4 - Chechnya: virgins, mothers, and terrorists

Summary

The war has changed the relationship between man and woman, mostly because we, the weaker sex, are more worried about our stronger partners than they are about us.

Kalimat, a café owner in Grozny, 2000

During a war women can often do more with their voices and their desperation than men with trench mortars.
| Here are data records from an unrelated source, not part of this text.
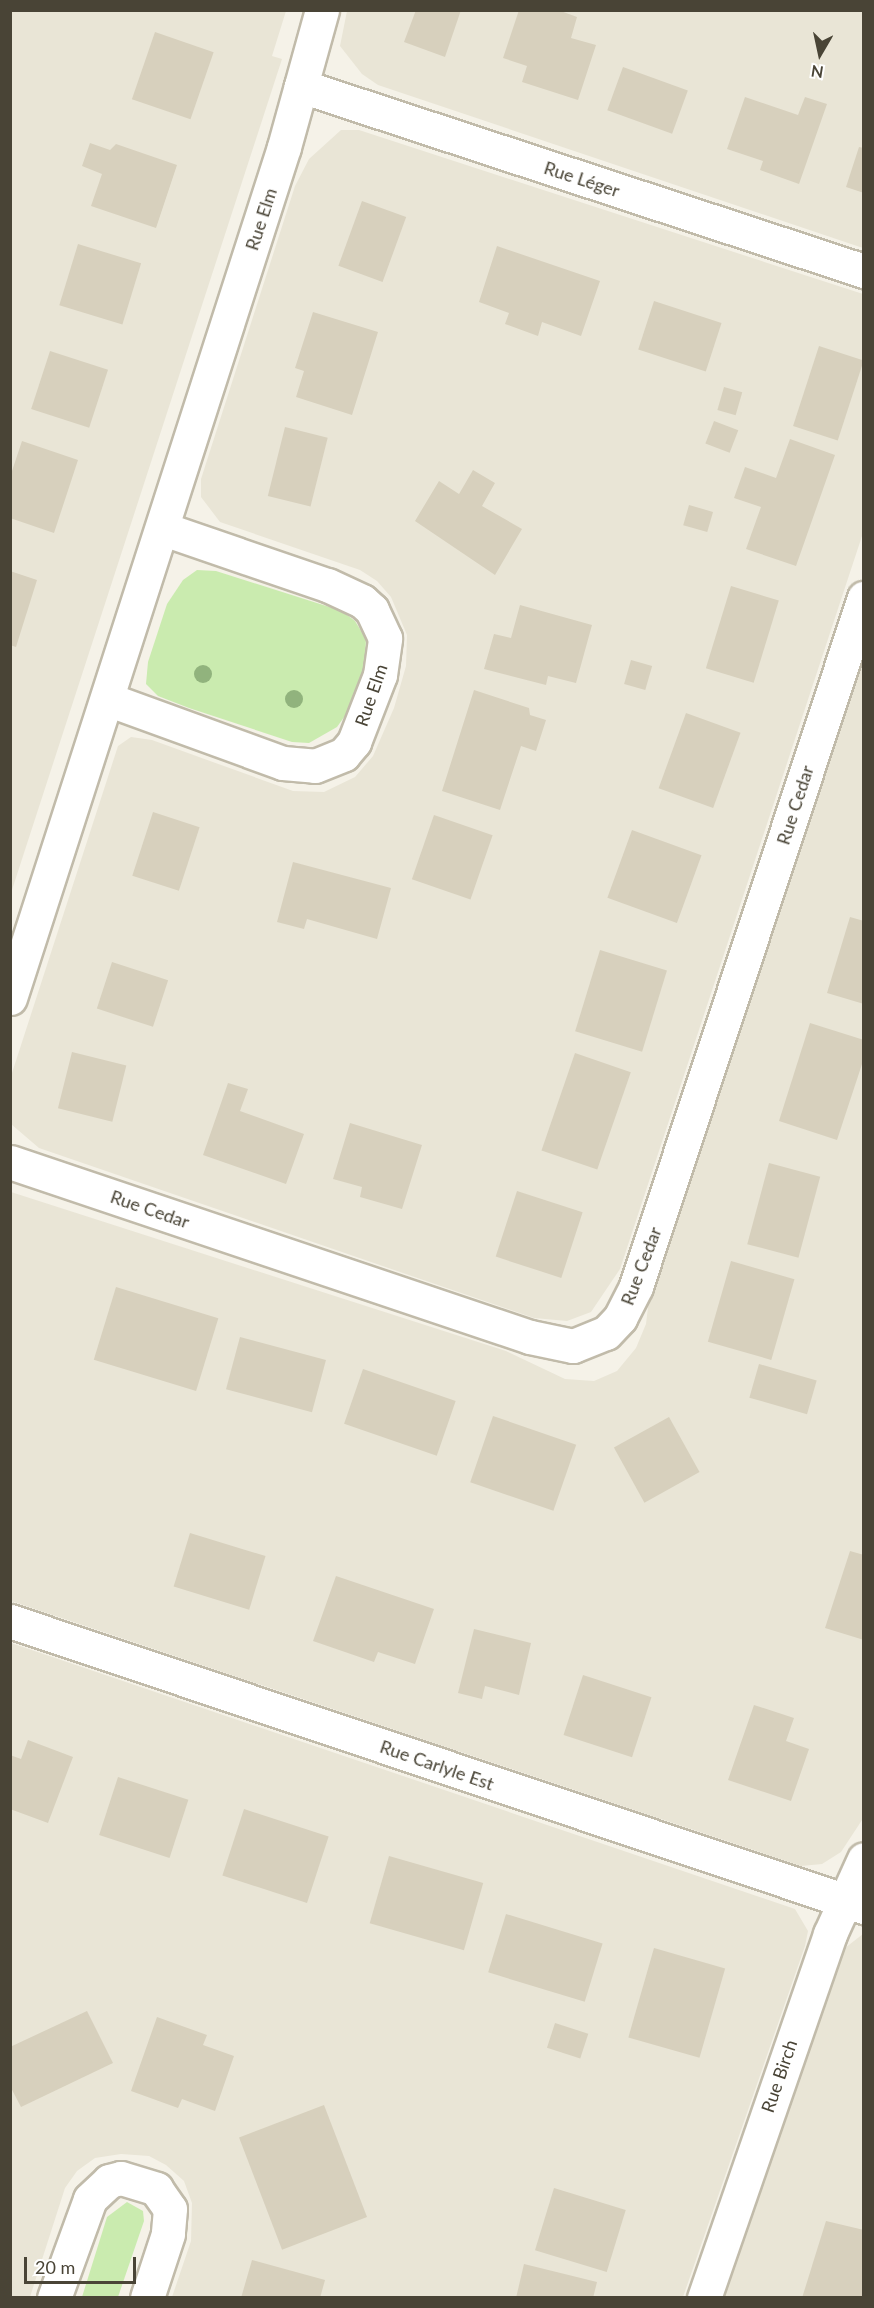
<!DOCTYPE html>
<meta charset="utf-8">
<style>
body{margin:0}
#map{position:relative;width:874px;height:2308px;overflow:hidden;background:#f5f2e8;font-family:Lato,sans-serif}
div>[style]{position:absolute}
.residential>*{inset:0;background:#e9e5d6}
.green>*{inset:0;background:#caebaf}
.building>*{inset:0;background:#d7d0bd;transform-origin:0 0}
.roads{filter:drop-shadow(2px 0 #c1bbaa) drop-shadow(-2px 0 #c1bbaa) drop-shadow(0 2px #c1bbaa) drop-shadow(0 -2px #c1bbaa)}
.minor>*{height:33px;margin:-16.5px;padding:0 16.5px;transform-origin:16.5px;border-radius:16.5px;background:#fff}
.trees>*{width:18px;height:18px;margin:-9px;border-radius:50%;background:#91b37d}
span{translate:-50% -50%;white-space:nowrap;text-align:center;line-height:1.15;-webkit-text-stroke:4.5px #fff;paint-order:stroke}
.street-label{font-size:18px;color:#494436}
.frame{position:absolute;inset:0;border:12px solid #494436;pointer-events:none}
.north{position:absolute;left:790px;top:24px;width:60px;height:60px;-webkit-text-stroke:4px #fff;paint-order:stroke;rotate:189deg;font-size:16px;font-weight:700;line-height:24px;text-align:center;color:#494436}
.north::after{content:'';display:block;margin:auto;width:21px;height:27px;background:#494436;clip-path:polygon(50% 0,100% 100%,50% 72%,0 100%)}
.scale{position:absolute;left:24px;top:2257px;width:112px;height:27px;box-sizing:border-box;border:3px solid #494436;border-top:0;padding-left:8px;font-size:18px;line-height:21px;white-space:nowrap;color:#494436;-webkit-text-stroke:4px #fff;paint-order:stroke}
</style>
<div id="map">
<div class="residential">
<div style="clip-path:polygon(11px 11px,286px 11px,272px 56px,282px 59px,11px 893px)"></div>
<div style="clip-path:polygon(347px 11px,863px 11px,863px 248px,378px 85px,362px 74px,340px 46px)"></div>
<div style="clip-path:polygon(341px 130px,359px 130px,863px 294px,863px 533px,620px 1269px,591px 1312px,567px 1321px,534px 1318px,39px 1148px,11px 1124px,11px 1076px,118px 746px,131px 737px,152px 740px,293px 791px,324px 792px,355px 777px,373px 756px,394px 708px,406px 666px,407px 635px,391px 597px,377px 581px,360px 570px,220px 522px,201px 497px,201px 479px,295px 186px,309px 159px)"></div>
<div style="clip-path:polygon(863px 659px,864px 1817px,841px 1852px,822px 1864px,801px 1866px,11px 1601px,11px 1192px,506px 1351px,565px 1379px,594px 1381px,617px 1371px,636px 1348px,646px 1324px,649px 1299px)"></div>
<div style="clip-path:polygon(11px 1643px,795px 1909px,808px 1931px,805px 1946px,683px 2297px,172px 2297px,191px 2241px,192px 2203px,184px 2181px,166px 2165px,149px 2156px,121px 2154px,95px 2158px,77px 2171px,65px 2188px,30px 2297px,11px 2298px)"></div>
<div style="clip-path:polygon(863px 1934px,863px 2297px,724px 2298px,845px 1948px)"></div>
</div>
<div class="green">
<div style="clip-path:polygon(197px 570px,216px 571px,342px 611px,355px 621px,366px 639px,365px 662px,352px 706px,337px 727px,309px 743px,292px 742px,189px 708px,158px 696px,146px 684px,148px 662px,167px 604px,183px 580px)"></div>
<div style="clip-path:polygon(127px 2202px,143px 2211px,144px 2221px,118px 2297px,82px 2297px,107px 2217px)"></div>
</div>
<div class="building">
<div style="clip-path:polygon(416px 10px,461px 10px,445px 57px,404px 42px)"></div>
<div style="clip-path:polygon(519px 10px,558px 10px,577px 17px,571px 38px,596px 45px,578px 100px,522px 82px,527px 66px,503px 58px)"></div>
<div style="left:155px;top:32px;width:62px;height:71px;rotate:19deg"></div>
<div style="left:623px;top:67px;width:69px;height:46px;rotate:20deg"></div>
<div style="clip-path:polygon(745px 97px,798px 115px,805px 97px,827px 104px,799px 184px,760px 170px,763px 161px,727px 149px)"></div>
<div style="clip-path:polygon(90px 143px,110px 150px,116px 144px,177px 165px,156px 228px,91px 206px,102px 174px,82px 166px)"></div>
<div style="clip-path:polygon(859px 147px,864px 148px,864px 193px,846px 187px)"></div>
<div style="left:362px;top:201px;width:47px;height:69px;rotate:20deg"></div>
<div style="left:78px;top:244px;width:66px;height:64px;rotate:17deg"></div>
<div style="clip-path:polygon(497px 246px,600px 281px,581px 336px,542px 322px,538px 336px,505px 324px,509px 313px,479px 302px)"></div>
<div style="left:654px;top:301px;width:71px;height:51px;rotate:18deg"></div>
<div style="clip-path:polygon(313px 312px,378px 332px,352px 415px,296px 397px,304px 371px,295px 368px)"></div>
<div style="left:819px;top:346px;width:47px;height:84px;rotate:18deg"></div>
<div style="left:50px;top:351px;width:61px;height:61px;rotate:18deg"></div>
<div style="left:724px;top:387px;width:19px;height:24px;rotate:16deg"></div>
<div style="left:714px;top:421px;width:26px;height:24px;rotate:21deg"></div>
<div style="left:285px;top:427px;width:44px;height:71px;rotate:14deg"></div>
<div style="clip-path:polygon(790px 439px,835px 455px,796px 566px,746px 549px,761px 507px,734px 498px,745px 467px,776px 478px)"></div>
<div style="clip-path:polygon(22px 441px,78px 460px,54px 533px,10px 518px,10px 477px)"></div>
<div style="clip-path:polygon(473px 470px,495px 483px,482px 506px,522px 529px,495px 575px,415px 521px,439px 481px,459px 494px)"></div>
<div style="left:689px;top:505px;width:25px;height:21px;rotate:16deg"></div>
<div style="clip-path:polygon(10px 571px,37px 580px,16px 647px,10px 645px)"></div>
<div style="left:731px;top:586px;width:50px;height:86px;rotate:17deg"></div>
<div style="clip-path:polygon(520px 605px,592px 625px,576px 683px,548px 676px,546px 685px,484px 669px,494px 634px,511px 638px)"></div>
<div style="left:631px;top:660px;width:22px;height:25px;rotate:16deg"></div>
<div style="clip-path:polygon(474px 690px,529px 708px,530px 715px,546px 720px,536px 751px,521px 746px,500px 810px,442px 791px)"></div>
<div style="left:686px;top:713px;width:58px;height:80px;rotate:20deg"></div>
<div style="left:153px;top:812px;width:49px;height:67px;rotate:18deg"></div>
<div style="left:434px;top:815px;width:62px;height:68px;rotate:19deg"></div>
<div style="left:632px;top:830px;width:74px;height:72px;rotate:20deg"></div>
<div style="clip-path:polygon(293px 862px,391px 888px,377px 939px,307px 919px,304px 929px,277px 922px)"></div>
<div style="clip-path:polygon(850px 917px,864px 921px,864px 1004px,827px 993px)"></div>
<div style="left:600px;top:950px;width:70px;height:85px;rotate:17deg"></div>
<div style="left:112px;top:962px;width:59px;height:49px;rotate:18deg"></div>
<div style="clip-path:polygon(810px 1023px,864px 1040px,864px 1058px,837px 1140px,779px 1121px)"></div>
<div style="left:72px;top:1052px;width:56px;height:58px;rotate:14deg"></div>
<div style="left:575px;top:1053px;width:59px;height:103px;rotate:19deg"></div>
<div style="clip-path:polygon(228px 1083px,248px 1089px,240px 1111px,304px 1134px,286px 1184px,203px 1155px)"></div>
<div style="clip-path:polygon(350px 1123px,422px 1145px,402px 1209px,360px 1197px,362px 1187px,333px 1179px)"></div>
<div style="left:769px;top:1163px;width:53px;height:84px;rotate:15deg"></div>
<div style="left:517px;top:1191px;width:69px;height:69px;rotate:18deg"></div>
<div style="left:731px;top:1261px;width:66px;height:84px;rotate:16deg"></div>
<div style="left:116px;top:1287px;width:107px;height:76px;rotate:17deg"></div>
<div style="left:240px;top:1337px;width:89px;height:54px;rotate:15deg"></div>
<div style="left:759px;top:1364px;width:60px;height:35px;rotate:16deg"></div>
<div style="left:363px;top:1369px;width:98px;height:58px;rotate:19deg"></div>
<div style="left:493px;top:1416px;width:88px;height:70px;rotate:19deg"></div>
<div style="left:669px;top:1417px;width:63px;height:63px;rotate:61deg"></div>
<div style="left:190px;top:1533px;width:79px;height:56px;rotate:17deg"></div>
<div style="clip-path:polygon(850px 1551px,864px 1555px,864px 1640px,825px 1628px)"></div>
<div style="clip-path:polygon(336px 1576px,434px 1609px,415px 1664px,378px 1652px,374px 1662px,313px 1641px)"></div>
<div style="clip-path:polygon(474px 1629px,531px 1643px,519px 1695px,485px 1686px,482px 1699px,458px 1693px)"></div>
<div style="left:583px;top:1675px;width:72px;height:63px;rotate:18deg"></div>
<div style="clip-path:polygon(754px 1705px,794px 1718px,786px 1741px,809px 1749px,791px 1801px,728px 1780px)"></div>
<div style="clip-path:polygon(28px 1740px,73px 1757px,48px 1823px,10px 1809px,10px 1755px,21px 1759px)"></div>
<div style="left:118px;top:1777px;width:74px;height:61px;rotate:18deg"></div>
<div style="left:244px;top:1809px;width:89px;height:70px;rotate:18deg"></div>
<div style="left:389px;top:1856px;width:98px;height:70px;rotate:16deg"></div>
<div style="left:506px;top:1914px;width:101px;height:61px;rotate:17deg"></div>
<div style="left:654px;top:1948px;width:74px;height:93px;rotate:16deg"></div>
<div style="clip-path:polygon(87px 2011px,113px 2063px,21px 2107px,10px 2086px,10px 2047px)"></div>
<div style="clip-path:polygon(157px 2017px,207px 2035px,203px 2045px,234px 2056px,215px 2111px,182px 2099px,178px 2108px,131px 2091px)"></div>
<div style="left:555px;top:2023px;width:35px;height:26px;rotate:18deg"></div>
<div style="left:324px;top:2105px;width:120px;height:91px;rotate:69deg"></div>
<div style="left:554px;top:2188px;width:75px;height:65px;rotate:17deg"></div>
<div style="clip-path:polygon(826px 2221px,864px 2230px,864px 2298px,802px 2298px)"></div>
<div style="clip-path:polygon(252px 2260px,325px 2280px,320px 2298px,241px 2298px)"></div>
<div style="clip-path:polygon(524px 2264px,597px 2282px,593px 2298px,516px 2298px)"></div>
</div>
<div class="roads">
<div class="minor">
<div style="left:301px;top:86px;width:593px;rotate:18.19deg"></div>
<div style="left:107px;top:699px;width:187px;rotate:20deg"></div>
<div style="left:283px;top:763px;width:32px;rotate:5deg"></div>
<div style="left:315px;top:766px;width:31px;rotate:-22deg"></div>
<div style="left:344px;top:754px;width:16px;rotate:-50deg"></div>
<div style="left:354px;top:742px;width:72px;rotate:-68.8deg"></div>
<div style="left:380px;top:675px;width:37px;rotate:-82deg"></div>
<div style="left:385px;top:638px;width:31px;rotate:-115deg"></div>
<div style="left:372px;top:610px;width:13px;rotate:-138deg"></div>
<div style="left:362px;top:601px;width:38px;rotate:-155deg"></div>
<div style="left:327px;top:585px;width:173px;rotate:-161.1deg"></div>
<div style="left:10px;top:998px;width:894px;rotate:-72.15deg"></div>
<div style="left:284px;top:147px;width:142px;rotate:-74.5deg"></div>
<div style="left:10px;top:1162px;width:549px;rotate:18.6deg"></div>
<div style="left:530px;top:1337px;width:44px;rotate:11.8deg"></div>
<div style="left:573px;top:1346px;width:35px;rotate:-22deg"></div>
<div style="left:606px;top:1333px;width:21px;rotate:-47deg"></div>
<div style="left:620px;top:1318px;width:36px;rotate:-63deg"></div>
<div style="left:636px;top:1286px;width:725px;rotate:-71.67deg"></div>
<div style="left:10px;top:1621px;width:901px;rotate:18.52deg"></div>
<div style="left:54px;top:2298px;width:105px;rotate:-70deg"></div>
<div style="left:90px;top:2199px;width:26px;rotate:-43deg"></div>
<div style="left:109px;top:2181px;width:12px;rotate:-14deg"></div>
<div style="left:121px;top:2178px;width:37px;rotate:17deg"></div>
<div style="left:156px;top:2189px;width:24px;rotate:55deg"></div>
<div style="left:170px;top:2209px;width:25px;rotate:95deg"></div>
<div style="left:168px;top:2234px;width:67px;rotate:108.2deg"></div>
<div style="left:704px;top:2298px;width:385px;rotate:-70.9deg"></div>
<div style="left:830px;top:1934px;width:82px;rotate:-65.6deg"></div>
</div>
</div>
<div class="trees">
<div style="left:203px;top:674px"></div>
<div style="left:294px;top:699px"></div>
</div>
<div class="street-label">
<span style="left:582px;top:179px;rotate:18deg">Rue Léger</span>
<span style="left:261px;top:219px;rotate:-72deg">Rue Elm</span>
<span style="left:371px;top:695px;rotate:-71deg">Rue Elm</span>
<span style="left:795px;top:805px;rotate:-72deg">Rue Cedar</span>
<span style="left:150px;top:1209px;rotate:19deg">Rue Cedar</span>
<span style="left:641px;top:1266px;rotate:-69deg">Rue Cedar</span>
<span style="left:437px;top:1765px;rotate:19deg">Rue Carlyle Est</span>
<span style="left:779px;top:2076px;rotate:-71deg">Rue Birch</span>
</div>
<div class="frame"></div>
<div class="north">N</div>
<div class="scale">20 m</div>
</div>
Tamara, a Chechen refugee in Stráž pod Ralskem, Czech Republic, 2000

Conflict between the central government of Russia and the secessionist republic of Chechnya erupted into open warfare within a few years of the violent disintegration of the Yugoslav federation. Indeed the causes of the breakup of the Soviet Union – nominally a federation of fifteen union republics – resemble those that contributed to Yugoslavia's demise. A key difference is that little violence accompanied the initial Soviet disintegration, whereas the peoples of the Yugoslav successor states endured years of brutal warfare, barbaric “ethnic cleansing,” and civil strife. Only with Moscow's armed attempt to put down the Chechen bid for sovereignty in 1994 did Russia witness a comparable level of violence.

With the formal dissolution of the Soviet Union at the end of 1991, Russia emerged as its largest and most populous successor state. Stretching across eleven time-zones, from Kaliningrad (the former Königsberg) in the west to Vladivostok in the east, the Russian Federation, as it is formally known, contained some hundred different ethnic groups or “nationalities,” as they were called in Soviet parlance, speaking as many languages. Administratively Russia was divided into eighty-nine “subjects” (sub”ekty).